Aqui e acolá, vasos, aquários, jaulas contendo faunas extravagantes. Mas meu anfitrião não permitiu que eu me demorasse a examinar suas holotúrias, suas lulas, suas aranhas, seus cupinzeiros, seus formigueiros, suas larvas...; ele me levou por um caminho, onde mal podíamos manter-nos de frente, e convidou-me a andar ao redor do laboratório. Graças a uma pequena corrente de ar e ao aroma das coníferas-anãs, podíamos ter a impressão de estar subindo uma trilha sinuosa numa montanha interminável.

“O senhor compreende”, dizia Pierre Sogol, “nós temos de tomar decisões tão importantes, cujas conseqüências podem ter tantas repercussões em todos os meandros de nossas vidas, a sua e a minha, que não podemos arriscar sem antes nos termos conhecido um pouco melhor. Caminhar juntos, falar, comer, calar-se juntos, eis o que podemos fazer hoje. Mais tarde, creio que teremos ocasiões de agir juntos, de sofrer juntos – e é necessário tudo isso para ‘nos conhecermos’, como se diz.”

Muito naturalmente, falamos sobre a montanha. Ele tinha percorrido todos os mais altos maciços de nosso planeta, e eu sentia que, cada um de nós na ponta de uma boa corda, teríamos podido, nesse mesmo dia, nos atirar nas mais impensadas aventuras alpinas. Depois a conversa realizou saltos, deslizes, deu meia-volta, e eu compreendi a utilização que ele tinha para com todos os cartazes de sabedoria que resplendiam diante de nós o saber do nosso século. Essas figuras e inscrições, havia uma coleção delas por sobre nossa cabeça; e nós tínhamos a impressão que “pensávamos” os mais altos pensamentos científicos e filosóficos, quando alguns desses cartazes se agrupavam de uma maneira pouco convencional e pouco nova, ao acaso – quer pelo efeito de uma lufada de vento encanado, ou simplesmente pelo fato do movimento incessante que os agitava, como o movimento browniano agita as partículas em suspensão num líquido. Aqui, todo o material estava visivelmente fora de nós; não podíamos nos confundir com ele. Era como um festão pendurado em pregos, suspendemos nossa conversa observando essas pequenas imagens, e cada um de nós viu os mecanismos da mente do outro e da sua própria com igual clareza.

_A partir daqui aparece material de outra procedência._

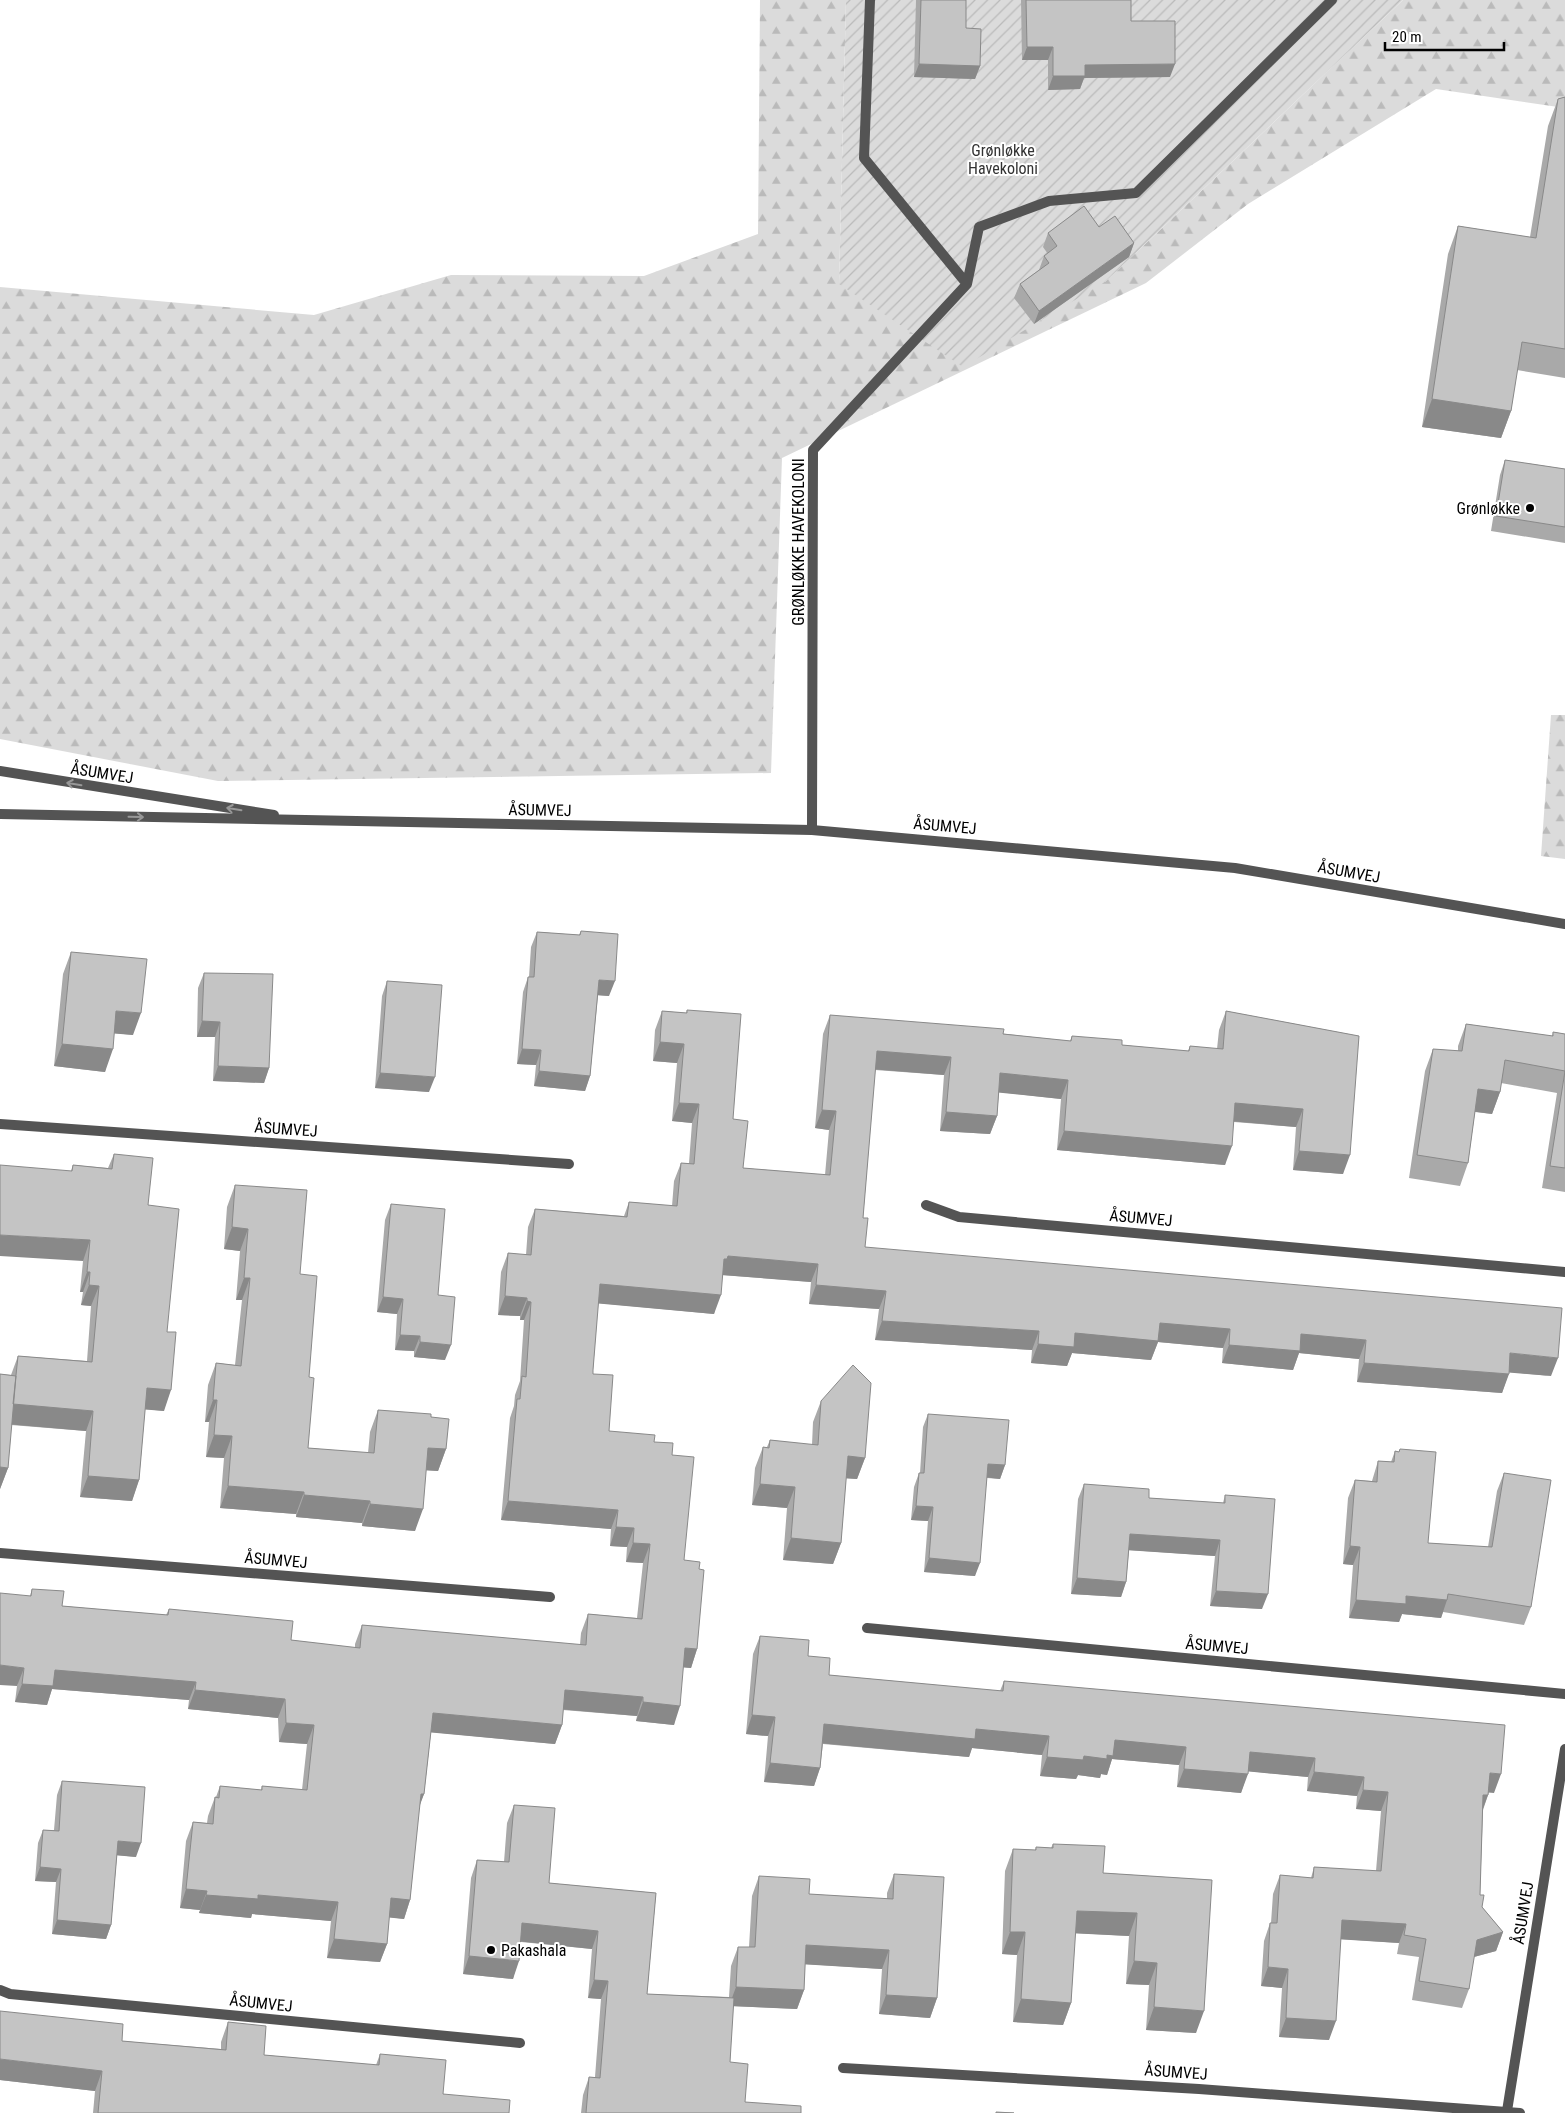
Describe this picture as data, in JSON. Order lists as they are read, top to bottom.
{
  "streets": {
    "street": ["GRØNLØKKE HAVEKOLONI", "ÅSUMVEJ"]
  },
  "crossings": [
    ["GRØNLØKKE HAVEKOLONI", "ÅSUMVEJ"]
  ],
  "parks": ["Grønløkke Havekoloni"],
  "places": ["Grønløkke", "Pakashala"],
  "scale_bar": "20 m"
}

Na forma de pensar desse homem, assim como em toda a sua aparência, havia uma singular mistura de maturidade vigorosa e frescor infantil. Mas, sobretudo, da mesma forma que eu percebia, a meu lado, suas pernas nervosas e infatigáveis, eu também percebia seu pensar como uma força tão sensível quanto o calor, a luz ou o vento. Essa força tinha a faculdade excepcional de ver as idéias como fatos externos, e de estabelecer novas ligações entre idéias aparentemente contrastantes por completo. Eu o escutava – eu até o via, ousaria dizer – tratar da história humana como de um problema de geometria descritiva, e logo depois, no minuto seguinte, falar das propriedades dos números como se estivesse tratando de espécies zoológicas; a fusão e a cisão das células viventes tornavam-se um caso particular do raciocínio lógico, e a linguagem derivou as suas leis da mecânica celeste.
Eu replicava com dificuldade e em pouco tempo estava completamente perdido. Ele percebia e começava então a contar fatos da sua vida passada.